Vatikan will Rolle von Kryptowährungen im Menschenhandel untersuchen

Vatikan will Rolle von Kryptowährungen im Menschenhandel untersuchen

Der Vatikan macht Ernst: In seiner ehrgeizigen Agenda dem modernen Sklavenhandel ein Ende zu bereiten, nimmt der Kirchenstaat Kryptowährungen ins Visier. So war bei der Vatikan-Konferenz gegen Menschenhandel am letzten Wochenende auch Banker und Krypto-Experte Joseph Mari von der Bank of Montreal an den apostolischen Stuhl geladen. Er sollte über Kyptowährungen als Geldwäscheinstrument im Sumpf des Menschenhandels informieren. Mit dem ungewöhnlichen Vorstoß sagt das Pontifikat dem Menschenhandel nun auch im digitalen Raum den Kampf an.

Katholische Kirche und digitale Zukunft schließen sich, so paradox dies erscheinen mag, nicht aus. Dies beweist eine am letzten Wochenende stattfindende Expertenanhörung im Vatikan. Vielmehr wirft die katholische Kirche bei ihrem Kampf gegen Menschenhandel und moderne Sklaverei den Blick nun auch ins Digitale. Wie Coindesk berichtet, war in diesem Zuge am letzten Wochenende auch Joseph Mari, Senior Manager der kanadischen Bank of Montreal, Gast der Päpstlichen Akademie für Sozialwissenschaften. Er sollte auf die Rolle von Kryptowährungen als Geldwäscheinstrument im Menschenhandel aufmerksam machen und stand den Kirchenmännern Rede und Antwort. Seine Expertise soll dem päpstlichen Kampf gegen den Menschenhandel nun den Rücken stärken.

Damit wagt die Kirche einen zukunftsträchtigen Sprung und wird seine Strategien möglicherweise auch in den digitalen Raum auszuweiten. Mit seiner Wahl zum Papst im Jahr 2013 hatte Franziskus die Bekämpfung des Menschenhandels oben auf die Agenda seines päpstlichen Führungskurses gesetzt.

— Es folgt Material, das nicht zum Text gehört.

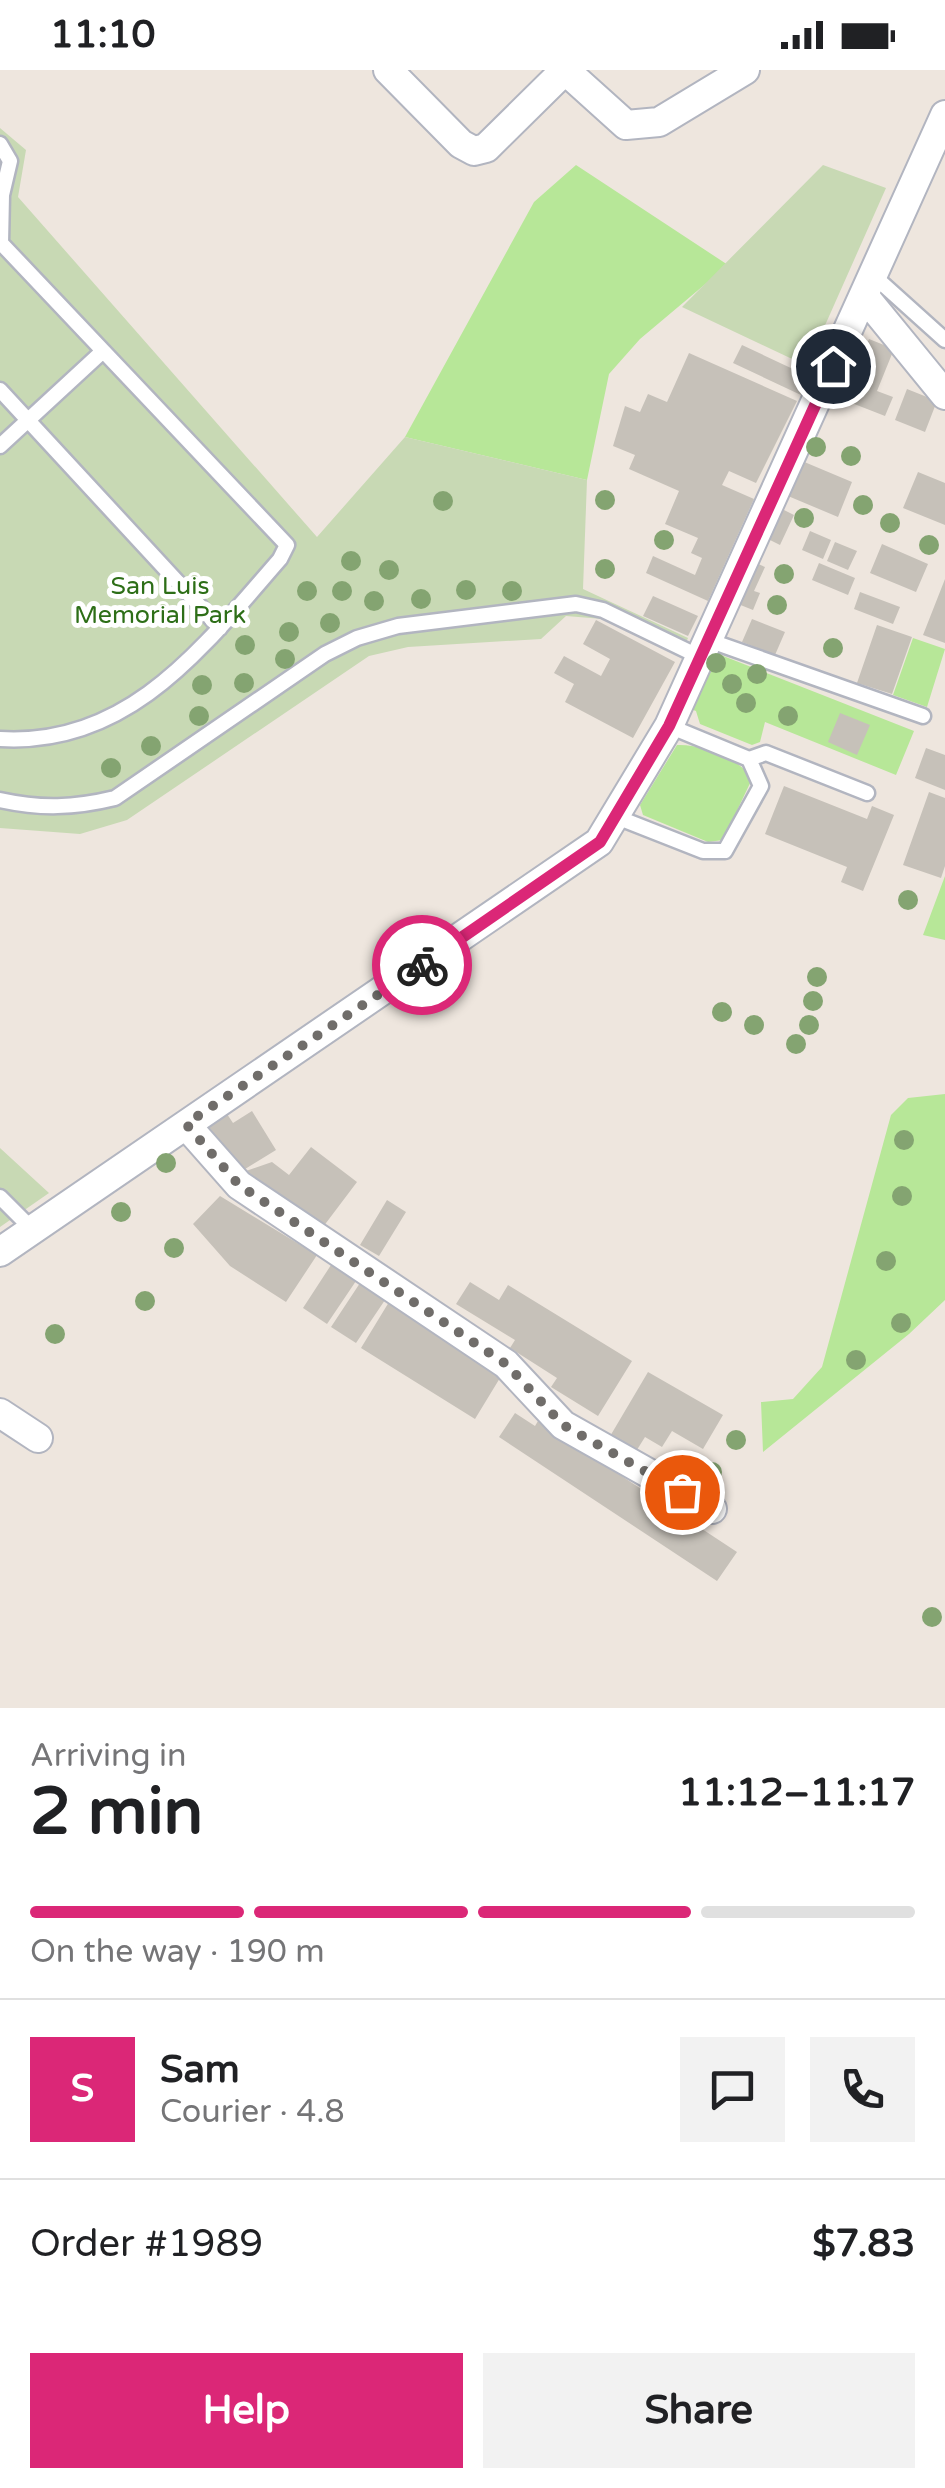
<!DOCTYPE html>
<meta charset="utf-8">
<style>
body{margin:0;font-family:"Varela Round",sans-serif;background:#f2f2f2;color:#202124;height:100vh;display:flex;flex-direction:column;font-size:38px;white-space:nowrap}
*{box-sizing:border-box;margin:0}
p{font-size:32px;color:#757577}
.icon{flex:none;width:55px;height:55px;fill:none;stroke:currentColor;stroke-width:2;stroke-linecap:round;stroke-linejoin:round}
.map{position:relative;height:1638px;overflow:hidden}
.details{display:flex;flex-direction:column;background:#fff;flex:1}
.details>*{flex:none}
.pin{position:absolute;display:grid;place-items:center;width:85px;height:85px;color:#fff;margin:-42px;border:5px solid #fff;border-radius:50%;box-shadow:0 2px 10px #0007}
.courier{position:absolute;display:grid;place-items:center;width:100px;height:100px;margin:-50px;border:8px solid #db2777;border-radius:50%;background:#fff;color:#222;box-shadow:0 2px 12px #0007}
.overview em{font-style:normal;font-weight:700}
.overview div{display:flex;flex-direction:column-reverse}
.overview{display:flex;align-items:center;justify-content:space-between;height:170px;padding:0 30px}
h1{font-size:65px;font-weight:700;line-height:75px}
.bar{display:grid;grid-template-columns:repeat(4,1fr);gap:15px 10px;align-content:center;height:120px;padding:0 30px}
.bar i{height:12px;border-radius:8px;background:#e0e0e0}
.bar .selected{background:#db2777}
.bar p{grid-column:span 4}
.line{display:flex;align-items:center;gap:25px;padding:0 30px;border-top:2px solid #e0e0e0}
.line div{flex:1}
.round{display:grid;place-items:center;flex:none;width:105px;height:105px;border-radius:0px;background:#f2f2f2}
.action{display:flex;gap:20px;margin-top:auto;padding:20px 30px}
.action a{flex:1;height:115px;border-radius:0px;background:#db2777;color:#fff;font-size:40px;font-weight:700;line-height:115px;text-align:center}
.action a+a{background:#f2f2f2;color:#202124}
.status{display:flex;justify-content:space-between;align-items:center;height:70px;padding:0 50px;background:#fff;direction:ltr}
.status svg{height:28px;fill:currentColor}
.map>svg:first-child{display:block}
.green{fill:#b7e798}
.cemetery{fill:#c8d9b4}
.building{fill:#c6c1b9}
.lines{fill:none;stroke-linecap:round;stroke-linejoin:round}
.service-casing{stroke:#b2b5c0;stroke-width:19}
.minor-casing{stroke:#b2b5c0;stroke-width:32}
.service{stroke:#fff;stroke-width:14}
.minor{stroke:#fff;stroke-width:28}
.tree{fill:#84a471}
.done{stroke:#706d6a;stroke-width:10;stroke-dasharray:0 18}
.route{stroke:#db2777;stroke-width:12}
.labels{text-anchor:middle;stroke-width:10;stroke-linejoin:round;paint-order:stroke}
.park-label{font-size:25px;fill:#2d6e17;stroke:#fff}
</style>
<div class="status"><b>11:10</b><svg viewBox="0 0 49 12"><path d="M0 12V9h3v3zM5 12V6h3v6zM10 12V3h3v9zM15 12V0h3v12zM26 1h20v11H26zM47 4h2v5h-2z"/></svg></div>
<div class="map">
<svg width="945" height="1638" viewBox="0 0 945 1638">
<rect width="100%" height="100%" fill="#eee6de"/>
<!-- green -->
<path class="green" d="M 576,95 L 728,195 L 640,269 L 609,304 L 587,410 L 405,367 L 534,132 Z
M 913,568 L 945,579 L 927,637 L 893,625 Z
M 708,580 L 914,661 L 896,705 L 765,652 L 760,672 L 752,675 L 700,654 L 696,641 L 685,637 Z
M 677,675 C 700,674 740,688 752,709 L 723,770 L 708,772 L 643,745 L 640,735 Z
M 945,806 L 945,870 L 923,865 Z
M 945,1024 L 945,1230 L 909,1264 L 763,1382 L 761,1332 L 793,1329 L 822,1297 L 891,1045 L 908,1028 Z"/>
<!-- cemetery -->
<path class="cemetery" d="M 0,58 L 26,80 L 18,127 L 317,467 L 405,367 L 587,410 L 583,519 L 688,568 L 680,586 L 603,549 L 566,546 L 541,569 L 408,577 L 369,586 L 127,750 L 80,764 L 0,758 Z
M 823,95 L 886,118 L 807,296 L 682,237 Z
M 0,1078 L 49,1123 L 0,1157 Z"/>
<!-- building -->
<path class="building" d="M 869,269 L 894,279 L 877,321 L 893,327 L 885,346 L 844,330 Z
M 742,275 L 810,307 L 801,325 L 733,293 Z
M 689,283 L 797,331 L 756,413 L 729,401 L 722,415 L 754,429 L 708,531 L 646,503 L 653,486 L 695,505 L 702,488 L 691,483 L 698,468 L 665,454 L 679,421 L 629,399 L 635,385 L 613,376 L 625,336 L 640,342 L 648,324 L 667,332 Z
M 907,319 L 937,331 L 925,362 L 895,350 Z
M 802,391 L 852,412 L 838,447 L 788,426 Z
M 918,402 L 945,413 L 945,455 L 903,438 Z
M 782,439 L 794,445 L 780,475 L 768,469 Z
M 810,461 L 831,470 L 823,489 L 802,480 Z
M 835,472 L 857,481 L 848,500 L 827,491 Z
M 882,474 L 928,494 L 916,522 L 870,503 Z
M 756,493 L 765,497 L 754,521 L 760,523 L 753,540 L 738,534 Z
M 819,493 L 855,508 L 848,525 L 812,510 Z
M 945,509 L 945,573 L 923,565 Z
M 860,522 L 900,537 L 893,554 L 854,539 Z
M 653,526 L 698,546 L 688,566 L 643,546 Z
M 752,549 L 785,562 L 775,585 L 742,572 Z
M 596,550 L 675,592 L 633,668 L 565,632 L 574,614 L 554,603 L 564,586 L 601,606 L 610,589 L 583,574 Z
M 877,555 L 912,567 L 892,624 L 857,613 Z
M 840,643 L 870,655 L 857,685 L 828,672 Z
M 926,678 L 945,685 L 945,720 L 915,708 Z
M 784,716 L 867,749 L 872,736 L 894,745 L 863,821 L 841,812 L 847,797 L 765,764 Z
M 929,722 L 945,728 L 945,796 L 941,808 L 903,795 Z
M 252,1041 L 276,1080 L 237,1104 L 207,1056 L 227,1044 L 233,1053 Z
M 311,1077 L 357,1112 L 323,1157 L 246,1101 L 272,1092 L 289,1105 Z
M 220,1126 L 317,1185 L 286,1232 L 230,1196 L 193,1154 Z
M 387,1130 L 406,1142 L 379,1186 L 360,1175 Z
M 331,1195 L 356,1211 L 327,1254 L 303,1238 Z
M 470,1212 L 499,1230 L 508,1215 L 632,1291 L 598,1346 L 551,1317 L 557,1308 L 510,1278 L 515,1270 L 456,1234 Z
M 360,1213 L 385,1230 L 356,1273 L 331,1257 Z
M 389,1232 L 503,1303 L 475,1349 L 361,1278 Z
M 648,1302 L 723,1345 L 703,1379 L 672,1361 L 662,1377 L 645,1367 L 635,1383 L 609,1368 Z
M 515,1343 L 535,1356 L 538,1351 L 737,1482 L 717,1511 L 499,1367 Z"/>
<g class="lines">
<!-- service casing -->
<g class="service-casing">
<path id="service" d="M 0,74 L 10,91 L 2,125 L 1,173
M 0,172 L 287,475 L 280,489 C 203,577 129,677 0,669
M 875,207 L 945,270
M 0,320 L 220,558
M 0,376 L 103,281
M 708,570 L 923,646
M 669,656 L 749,689 L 766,683 L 867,723
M 0,730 C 41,739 74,738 115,728 L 325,584 L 357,568 L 398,556 L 576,534 L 603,540 L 700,587
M 614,746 L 703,781 L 725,781 L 761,716 L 749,689
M 0,1127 L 32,1159"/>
</g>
<!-- minor casing -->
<g class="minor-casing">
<path id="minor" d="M 388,0 L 461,74 L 474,81 L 486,78 L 565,0
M 565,0 L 626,55 L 659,52 L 745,0
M 865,227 L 945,325
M 186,1055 L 239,1115 L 506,1294 L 563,1355 L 712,1439
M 0,1182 L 599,772 L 669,656 L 945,45
M 0,1343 L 38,1368"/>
</g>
<!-- service -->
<use href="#service" class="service"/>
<!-- minor -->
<use href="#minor" class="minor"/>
</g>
<!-- trees -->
<g class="tree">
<circle cx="816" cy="377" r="10"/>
<circle cx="851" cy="386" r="10"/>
<circle cx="605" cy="430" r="10"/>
<circle cx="443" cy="431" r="10"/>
<circle cx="863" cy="435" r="10"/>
<circle cx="804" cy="448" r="10"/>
<circle cx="890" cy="453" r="10"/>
<circle cx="664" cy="470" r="10"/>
<circle cx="929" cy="475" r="10"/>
<circle cx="351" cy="491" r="10"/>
<circle cx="605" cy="499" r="10"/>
<circle cx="389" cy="500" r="10"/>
<circle cx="784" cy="504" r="10"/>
<circle cx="466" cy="520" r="10"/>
<circle cx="307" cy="521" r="10"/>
<circle cx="342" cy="521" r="10"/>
<circle cx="512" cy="521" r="10"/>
<circle cx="421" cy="529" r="10"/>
<circle cx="374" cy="531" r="10"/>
<circle cx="777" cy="535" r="10"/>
<circle cx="330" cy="553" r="10"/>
<circle cx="289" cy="562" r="10"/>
<circle cx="245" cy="575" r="10"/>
<circle cx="833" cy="578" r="10"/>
<circle cx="285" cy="589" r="10"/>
<circle cx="716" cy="593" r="10"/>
<circle cx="757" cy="604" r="10"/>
<circle cx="244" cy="613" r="10"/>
<circle cx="732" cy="614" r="10"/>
<circle cx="202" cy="615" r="10"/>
<circle cx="746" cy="633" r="10"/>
<circle cx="199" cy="646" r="10"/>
<circle cx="788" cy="646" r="10"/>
<circle cx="151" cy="676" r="10"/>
<circle cx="111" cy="698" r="10"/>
<circle cx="908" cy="830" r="10"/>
<circle cx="817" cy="907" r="10"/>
<circle cx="813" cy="931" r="10"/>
<circle cx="722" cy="942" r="10"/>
<circle cx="754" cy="955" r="10"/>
<circle cx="809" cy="955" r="10"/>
<circle cx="796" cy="974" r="10"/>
<circle cx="904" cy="1070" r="10"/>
<circle cx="166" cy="1093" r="10"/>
<circle cx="902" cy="1126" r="10"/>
<circle cx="121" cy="1142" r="10"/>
<circle cx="174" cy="1178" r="10"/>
<circle cx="886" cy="1191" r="10"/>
<circle cx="145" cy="1231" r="10"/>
<circle cx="901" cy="1253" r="10"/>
<circle cx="55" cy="1264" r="10"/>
<circle cx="856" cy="1290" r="10"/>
<circle cx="736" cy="1370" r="10"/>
<circle cx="712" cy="1402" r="10"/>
<circle cx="932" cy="1547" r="10"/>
</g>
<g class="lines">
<!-- done -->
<path class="done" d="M 422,895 L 186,1054 L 239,1115 L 506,1294 L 563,1355 L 682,1422"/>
<!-- route -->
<path class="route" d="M 422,895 L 600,772 L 669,656 L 833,296"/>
</g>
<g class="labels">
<!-- park labels -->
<g class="park-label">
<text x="160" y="524">San Luis<tspan x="160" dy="29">Memorial Park</tspan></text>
</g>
</g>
</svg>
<div class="pin" style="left:682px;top:1422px;background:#ea580c"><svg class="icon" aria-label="bag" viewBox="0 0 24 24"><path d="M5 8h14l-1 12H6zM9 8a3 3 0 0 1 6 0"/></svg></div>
<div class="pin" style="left:833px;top:296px;background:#1f2937"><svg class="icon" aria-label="home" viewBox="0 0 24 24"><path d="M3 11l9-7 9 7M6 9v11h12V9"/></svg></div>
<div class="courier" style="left:422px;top:895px"><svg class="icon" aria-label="bike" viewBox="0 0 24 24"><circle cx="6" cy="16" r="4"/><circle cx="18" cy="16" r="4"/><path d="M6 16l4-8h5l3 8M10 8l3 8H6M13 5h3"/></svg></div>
</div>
<section class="details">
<div class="overview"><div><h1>2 min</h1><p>Arriving in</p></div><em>11:12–11:17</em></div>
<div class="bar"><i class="selected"></i><i class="selected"></i><i class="selected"></i><i></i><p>On the way · 190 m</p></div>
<div class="line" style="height:180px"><b class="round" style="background:#db2777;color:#fff">S</b><div><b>Sam</b><p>Courier · 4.8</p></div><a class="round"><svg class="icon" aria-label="chat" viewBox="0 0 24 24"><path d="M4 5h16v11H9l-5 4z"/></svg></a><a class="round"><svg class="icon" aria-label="phone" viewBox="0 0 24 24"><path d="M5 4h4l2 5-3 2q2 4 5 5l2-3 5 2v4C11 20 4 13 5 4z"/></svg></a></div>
<div class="line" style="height:130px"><div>Order #1989</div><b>$7.83</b></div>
<div class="action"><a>Help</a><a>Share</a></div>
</section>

Nach Schätzungen der Vereinten Nationen werden jährlich Hundertausende illegal verkauft und in Arbeitsverhältnissen sklavenähnlich ausgenutzt. 21 Millionen Männer, Frauen und Kinder arbeiten weltweit unter Zwang. Derweil treten Formen solch moderner Sklaverei in unterschiedlicher Gestalt auf. Während Frauen und Kinder oft etwa als Sexsklaven arbeiten, zahlen Tausende in moderner Schuldknechtschaft Kredite ab oder sind durch Leiharbeitsverträge an Arbeitgeber gebunden. Die Internationale Arbeitsorganisation (ILO) bemisst deren inoffizielle Gewinne aus solcher Zwangsarbeit auf fast 150 Milliarden US-Dollar jährlich.

Papst Franziskus möchte diesem gemeinsam mit den Oberhäuptern anderer Glaubensgemeinschaften begegnen: Laut einer gemeinsamen Erklärung sollen bis 2020 Menschenhandel und Sklaverei „für alle Zeiten“ Teil der Vergangenheit sein.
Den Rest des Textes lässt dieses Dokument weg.